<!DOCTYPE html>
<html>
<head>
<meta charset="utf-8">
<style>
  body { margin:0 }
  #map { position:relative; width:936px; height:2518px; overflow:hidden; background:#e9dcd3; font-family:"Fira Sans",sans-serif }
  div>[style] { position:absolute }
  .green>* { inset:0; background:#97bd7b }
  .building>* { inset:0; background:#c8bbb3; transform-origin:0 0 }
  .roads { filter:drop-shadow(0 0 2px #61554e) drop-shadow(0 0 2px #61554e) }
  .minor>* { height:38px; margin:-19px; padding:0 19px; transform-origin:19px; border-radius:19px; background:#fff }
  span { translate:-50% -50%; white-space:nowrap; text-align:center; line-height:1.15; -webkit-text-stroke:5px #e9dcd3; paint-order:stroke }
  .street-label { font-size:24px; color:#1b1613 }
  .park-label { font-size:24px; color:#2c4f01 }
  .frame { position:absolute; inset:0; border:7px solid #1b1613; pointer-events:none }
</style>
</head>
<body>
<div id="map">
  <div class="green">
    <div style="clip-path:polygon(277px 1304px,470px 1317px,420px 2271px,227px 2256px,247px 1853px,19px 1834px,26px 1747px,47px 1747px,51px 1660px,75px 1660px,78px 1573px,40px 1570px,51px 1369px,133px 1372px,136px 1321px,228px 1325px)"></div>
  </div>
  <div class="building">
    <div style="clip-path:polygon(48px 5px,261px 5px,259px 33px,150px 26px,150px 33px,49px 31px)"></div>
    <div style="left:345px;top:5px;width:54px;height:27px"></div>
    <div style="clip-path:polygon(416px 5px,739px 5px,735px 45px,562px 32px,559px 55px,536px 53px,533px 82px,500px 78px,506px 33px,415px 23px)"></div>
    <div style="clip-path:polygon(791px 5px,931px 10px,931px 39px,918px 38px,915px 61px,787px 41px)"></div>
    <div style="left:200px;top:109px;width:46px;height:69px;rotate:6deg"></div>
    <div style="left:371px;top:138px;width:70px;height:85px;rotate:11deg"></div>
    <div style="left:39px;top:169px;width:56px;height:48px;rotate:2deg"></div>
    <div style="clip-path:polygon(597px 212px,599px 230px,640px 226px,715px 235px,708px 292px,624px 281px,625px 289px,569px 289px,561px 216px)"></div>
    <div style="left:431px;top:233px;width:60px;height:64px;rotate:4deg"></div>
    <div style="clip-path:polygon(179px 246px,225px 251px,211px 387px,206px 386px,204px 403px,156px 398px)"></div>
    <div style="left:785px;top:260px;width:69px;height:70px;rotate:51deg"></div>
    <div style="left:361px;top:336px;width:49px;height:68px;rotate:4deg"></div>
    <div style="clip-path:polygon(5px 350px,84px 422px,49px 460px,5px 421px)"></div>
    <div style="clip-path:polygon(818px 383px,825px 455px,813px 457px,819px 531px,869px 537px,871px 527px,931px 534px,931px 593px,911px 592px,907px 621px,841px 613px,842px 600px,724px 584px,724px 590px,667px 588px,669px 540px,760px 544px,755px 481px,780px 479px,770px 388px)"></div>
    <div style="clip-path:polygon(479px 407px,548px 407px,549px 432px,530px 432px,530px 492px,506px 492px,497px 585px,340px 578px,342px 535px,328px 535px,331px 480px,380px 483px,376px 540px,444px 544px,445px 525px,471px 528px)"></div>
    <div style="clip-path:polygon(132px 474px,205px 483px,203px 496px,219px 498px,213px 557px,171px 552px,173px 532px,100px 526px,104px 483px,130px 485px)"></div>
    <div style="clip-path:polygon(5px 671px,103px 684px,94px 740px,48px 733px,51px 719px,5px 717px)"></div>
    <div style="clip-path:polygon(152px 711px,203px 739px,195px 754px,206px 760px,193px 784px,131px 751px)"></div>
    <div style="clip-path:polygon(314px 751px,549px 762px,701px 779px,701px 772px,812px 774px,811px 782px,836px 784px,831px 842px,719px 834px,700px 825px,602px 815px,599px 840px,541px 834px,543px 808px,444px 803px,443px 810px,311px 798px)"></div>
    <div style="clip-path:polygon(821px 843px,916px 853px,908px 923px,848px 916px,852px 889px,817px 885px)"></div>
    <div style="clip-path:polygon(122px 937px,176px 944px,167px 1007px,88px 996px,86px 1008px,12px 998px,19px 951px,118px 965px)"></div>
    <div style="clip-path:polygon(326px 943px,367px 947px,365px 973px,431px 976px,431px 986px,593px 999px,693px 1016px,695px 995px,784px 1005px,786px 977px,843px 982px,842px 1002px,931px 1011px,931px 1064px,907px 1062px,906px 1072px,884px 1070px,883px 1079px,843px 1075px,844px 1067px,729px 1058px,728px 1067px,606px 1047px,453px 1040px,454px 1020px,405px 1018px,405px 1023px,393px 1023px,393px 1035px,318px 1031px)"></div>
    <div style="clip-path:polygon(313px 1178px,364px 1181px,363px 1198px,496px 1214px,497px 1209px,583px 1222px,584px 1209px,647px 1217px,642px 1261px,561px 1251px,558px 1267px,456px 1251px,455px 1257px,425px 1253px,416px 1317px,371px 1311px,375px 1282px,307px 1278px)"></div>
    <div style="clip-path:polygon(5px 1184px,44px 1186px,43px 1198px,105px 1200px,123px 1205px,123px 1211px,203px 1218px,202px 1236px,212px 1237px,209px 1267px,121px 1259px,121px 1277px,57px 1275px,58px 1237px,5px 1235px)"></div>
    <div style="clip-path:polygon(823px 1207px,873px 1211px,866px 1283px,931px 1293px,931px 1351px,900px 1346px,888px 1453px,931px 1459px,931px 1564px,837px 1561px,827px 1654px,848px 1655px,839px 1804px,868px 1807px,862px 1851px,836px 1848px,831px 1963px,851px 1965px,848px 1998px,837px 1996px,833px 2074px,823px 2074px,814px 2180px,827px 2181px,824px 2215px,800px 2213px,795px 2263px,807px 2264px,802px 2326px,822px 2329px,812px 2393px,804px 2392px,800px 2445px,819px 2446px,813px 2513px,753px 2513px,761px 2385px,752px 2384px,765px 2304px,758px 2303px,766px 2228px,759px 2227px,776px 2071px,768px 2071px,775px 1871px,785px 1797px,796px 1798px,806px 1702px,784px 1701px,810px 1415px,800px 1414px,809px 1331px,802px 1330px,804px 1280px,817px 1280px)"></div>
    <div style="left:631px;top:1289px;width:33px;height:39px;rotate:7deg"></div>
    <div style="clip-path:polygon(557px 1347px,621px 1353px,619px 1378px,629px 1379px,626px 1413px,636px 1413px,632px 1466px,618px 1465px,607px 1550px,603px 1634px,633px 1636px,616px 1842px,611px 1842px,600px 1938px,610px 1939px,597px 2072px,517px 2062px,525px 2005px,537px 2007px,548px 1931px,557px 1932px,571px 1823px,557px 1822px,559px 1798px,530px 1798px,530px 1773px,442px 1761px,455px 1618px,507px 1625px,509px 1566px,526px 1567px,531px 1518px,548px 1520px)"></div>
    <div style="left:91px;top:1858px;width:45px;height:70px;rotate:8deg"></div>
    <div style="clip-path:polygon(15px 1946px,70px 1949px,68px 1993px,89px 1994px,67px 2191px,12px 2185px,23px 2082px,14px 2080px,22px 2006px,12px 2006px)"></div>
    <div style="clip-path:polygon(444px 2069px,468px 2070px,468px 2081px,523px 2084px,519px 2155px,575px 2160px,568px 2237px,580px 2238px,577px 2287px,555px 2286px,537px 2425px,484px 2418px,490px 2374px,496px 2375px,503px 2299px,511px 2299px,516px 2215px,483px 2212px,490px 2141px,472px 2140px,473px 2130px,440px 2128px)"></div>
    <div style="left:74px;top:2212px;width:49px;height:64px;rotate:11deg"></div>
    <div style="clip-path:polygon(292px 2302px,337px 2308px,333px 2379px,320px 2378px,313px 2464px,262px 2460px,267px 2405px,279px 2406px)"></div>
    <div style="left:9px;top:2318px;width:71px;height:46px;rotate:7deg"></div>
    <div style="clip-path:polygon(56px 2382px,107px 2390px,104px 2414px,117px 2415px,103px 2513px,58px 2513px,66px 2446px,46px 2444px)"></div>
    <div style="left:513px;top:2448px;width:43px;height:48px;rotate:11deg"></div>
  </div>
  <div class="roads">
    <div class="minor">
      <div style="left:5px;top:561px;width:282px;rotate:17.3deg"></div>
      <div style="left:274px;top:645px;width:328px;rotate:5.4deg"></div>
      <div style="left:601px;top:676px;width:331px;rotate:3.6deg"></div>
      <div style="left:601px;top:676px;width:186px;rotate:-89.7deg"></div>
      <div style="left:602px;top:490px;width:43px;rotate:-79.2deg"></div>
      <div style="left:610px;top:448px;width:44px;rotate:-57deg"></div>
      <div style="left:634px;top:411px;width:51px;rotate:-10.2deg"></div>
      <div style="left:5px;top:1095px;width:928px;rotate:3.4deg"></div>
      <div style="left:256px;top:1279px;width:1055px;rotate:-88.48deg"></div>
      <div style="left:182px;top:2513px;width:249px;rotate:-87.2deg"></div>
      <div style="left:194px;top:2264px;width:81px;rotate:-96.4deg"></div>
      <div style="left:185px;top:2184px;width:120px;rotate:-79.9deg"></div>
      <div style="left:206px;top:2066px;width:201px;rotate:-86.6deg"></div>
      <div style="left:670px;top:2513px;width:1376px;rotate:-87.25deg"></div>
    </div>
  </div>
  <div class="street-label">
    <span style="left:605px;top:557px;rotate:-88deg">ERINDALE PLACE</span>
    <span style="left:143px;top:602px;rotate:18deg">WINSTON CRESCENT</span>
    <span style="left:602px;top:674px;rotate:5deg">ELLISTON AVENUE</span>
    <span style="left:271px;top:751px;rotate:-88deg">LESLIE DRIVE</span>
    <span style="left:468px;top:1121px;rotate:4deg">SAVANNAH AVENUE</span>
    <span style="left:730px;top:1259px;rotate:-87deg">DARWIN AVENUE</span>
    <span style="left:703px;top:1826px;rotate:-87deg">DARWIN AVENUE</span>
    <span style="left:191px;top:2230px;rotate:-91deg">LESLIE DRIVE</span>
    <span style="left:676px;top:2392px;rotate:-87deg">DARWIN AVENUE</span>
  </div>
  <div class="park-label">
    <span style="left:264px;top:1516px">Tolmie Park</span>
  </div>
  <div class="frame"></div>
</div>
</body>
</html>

| ASSIGNED TASK |
Each line of the records, from the opening one through the line holding "position:relative; width:936px; height:2518px;", should be restated word for word, with nothing else in the answer.

| TASK SOLUTION |
<!DOCTYPE html>
<html>
<head>
<meta charset="utf-8">
<style>
  body { margin:0 }
  #map { position:relative; width:936px; height:2518px; overflow:hidden; background:#e9dcd3; font-family:"Fira Sans",sans-serif }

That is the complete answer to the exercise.